The New World Order
- Author: Pat Robertson
- Language: English
- Subject: Religion, politics and state
- Genre: Religion
- Publisher: Thomas Nelson, Incorporated
- Publication date: 1991
- Publication place: United States
- Media type: Print (hardcover)
- Pages: 319
- ISBN: 9780849909153
- LC Class: D860.R64 1991

= The New World Order (Robertson book) =

Book by Pat Robertson

The New World Order is a book authored by Pat Robertson, published in 1991 by Word Publishing. In the book, Robertson purports to expose a behind-the-scenes Establishment with enormous power controlling American policy, whose "principal goal is the establishment of a one-world government where the control of money is in the hands of one or more privately owned but government-chartered central banks." This conspiracy includes such elements as the Illuminati, the New Age movement, the Freemasons, the Council on Foreign Relations, the United Nations, and the Trilateral Commission. Robertson further claims that the rise of this one-world conspiracy is being guided by Satan to fulfill the predictions of premillennial Christian eschatology, viewing it as a sign that the end times are nearing.

Indeed, it may well be that men of goodwill like Woodrow Wilson, Jimmy Carter, and George Bush, who sincerely want a larger community of nations living at peace in our world, are in reality unknowingly and unwittingly carrying out the mission and mouthing the phrases of a tightly knit cabal whose goal is nothing less than a new order for the human race under the domination of Lucifer and his followers.
The book reached the New York Times Best Seller List and was "heavily promoted" by Robertson's Christian Coalition.

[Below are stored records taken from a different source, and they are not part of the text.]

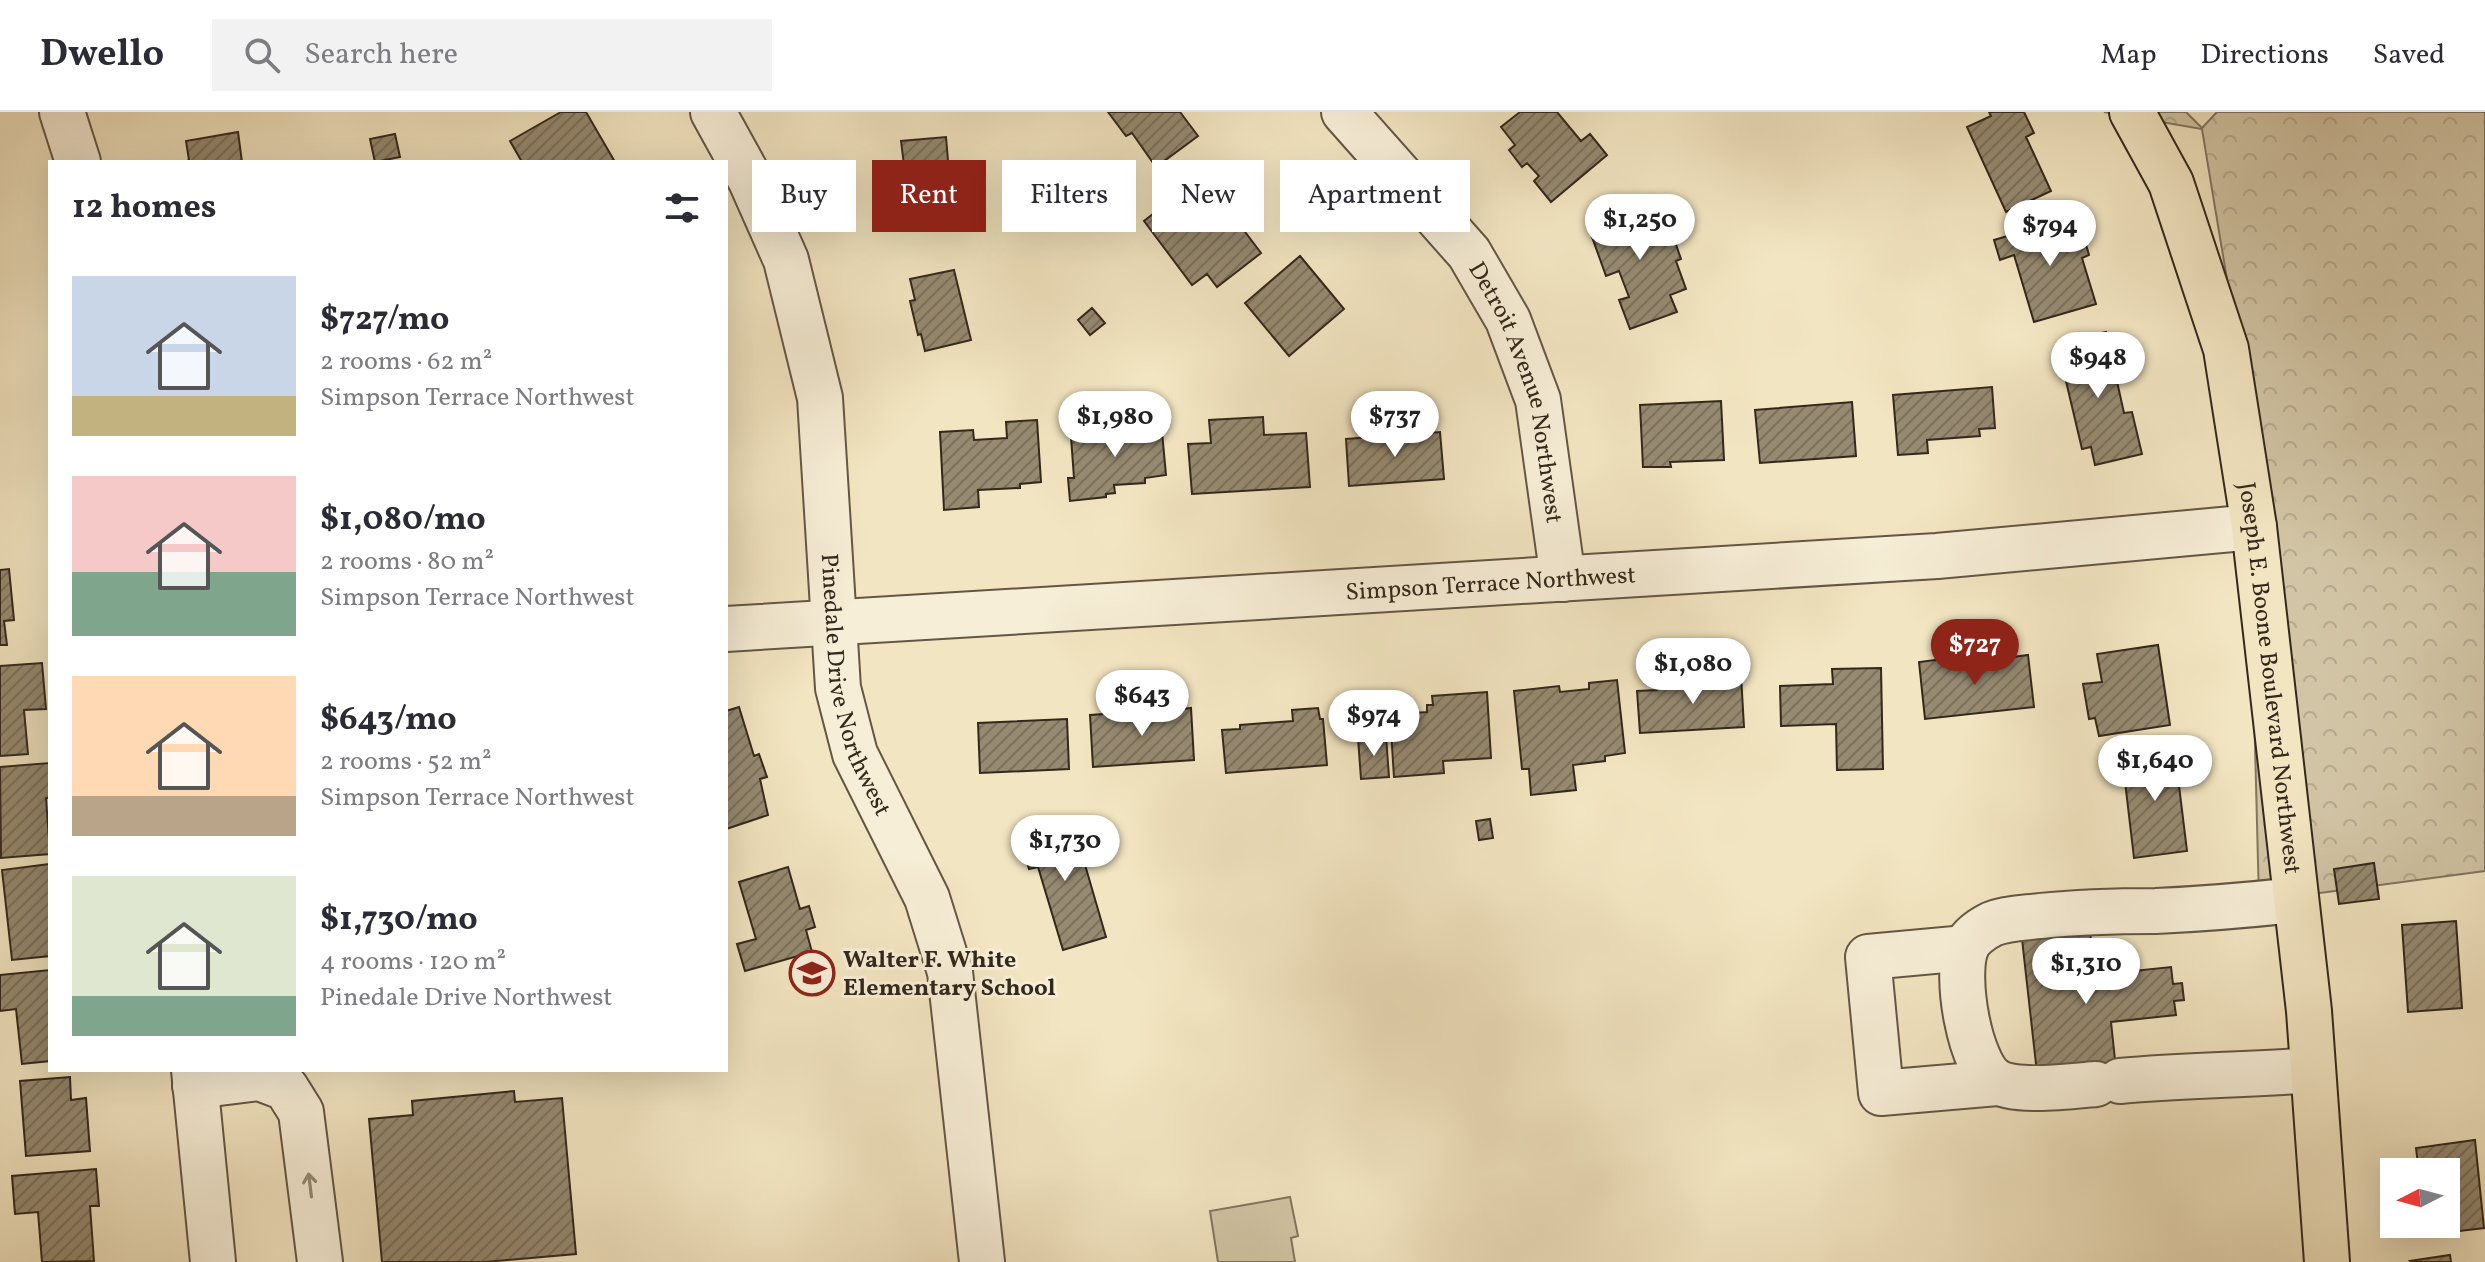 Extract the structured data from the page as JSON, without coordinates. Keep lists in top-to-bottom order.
{
  "streets": {
    "main road": ["Joseph E. Boone Boulevard Northwest"],
    "street": ["Detroit Avenue Northwest", "Simpson Terrace Northwest", "Pinedale Drive Northwest"]
  },
  "crossings": [
    ["Detroit Avenue Northwest", "Simpson Terrace Northwest"],
    ["Simpson Terrace Northwest", "Joseph E. Boone Boulevard Northwest"],
    ["Simpson Terrace Northwest", "Pinedale Drive Northwest"]
  ],
  "places": {
    "school or university": ["Walter F. White Elementary School"]
  },
  "north": "left",
  "page": {
    "header": "Dwello",
    "search": "Search here",
    "nav": ["Map", "Directions", "Saved"],
    "chip": [
      "Buy",
      "Rent",
      "Filters",
      "New",
      "Apartment"
    ],
    "heading": "12 homes",
    "price": [
      "$1,250",
      "$794",
      "$948",
      "$1,980",
      "$737",
      "$727",
      "$1,080",
      "$643",
      "$974",
      "$1,640",
      "$1,730",
      "$1,310"
    ],
    "list": [
      {
        "name": "$727/mo",
        "note": "2 rooms · 62 m² · Simpson Terrace Northwest"
      },
      {
        "name": "$1,080/mo",
        "note": "2 rooms · 80 m² · Simpson Terrace Northwest"
      },
      {
        "name": "$643/mo",
        "note": "2 rooms · 52 m² · Simpson Terrace Northwest"
      },
      {
        "name": "$1,730/mo",
        "note": "4 rooms · 120 m² · Pinedale Drive Northwest"
      }
    ]
  }
}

Political science professor Martha F. Lee has referred to the book as the "most influential appearance" of prominent conspiracy theorist Nesta Webster's theories regarding the Illuminati. Political scientist Michael Barkun also called The New World Order the most influential work on the Illuminati in recent years. The book, along with an earlier countercultural focus on the Illuminati and the John Birch Society's promotion of global elite conspiracies, also "cemented the [New World Order] theory as a cornerstone within America’s conspiratorial culture."

== Reviews ==

The book made the news in 1995 when its potential anti-Semitic bias was critiqued in The New York Review of Books, which stated, "Not since Father Coughlin or Henry Ford has a prominent white American so boldly and unapologetically blamed the disasters of modern world history on the machinations of international high finance in general and on a few influential Jews in particular." The Anti-Defamation League then requested Robertson to denounce the concept of a "worldwide Jewish conspiracy", to which Robertson responded in a statement to the New York Times, "I deeply regret that anyone in the Jewish community believes that my description of international bankers and use of the phrase 'European bankers' in my book refers to Jews".

In a critical review of the book for The Christian Century, Ephraim Radner wrote, "Lind and Heilbrun show how Robertson took over—in some cases word for word—well-worn theories of a Jewish conspiracy. In particular, Robertson relied on the work of Nesta Webster and Eustace Mullins."

Historian Nicole Hemmer stated that Robertson's work "covered every internationalist conspiracy imaginable." Similarly, it was described as a "catch all for conspiracy theories" by the Christian academic Don Wilkey: "Pat says a conspiracy has existed in the world working through Freemasonry and a secret Order of the Illuminati, a group combining Masons and Jewish Bankers."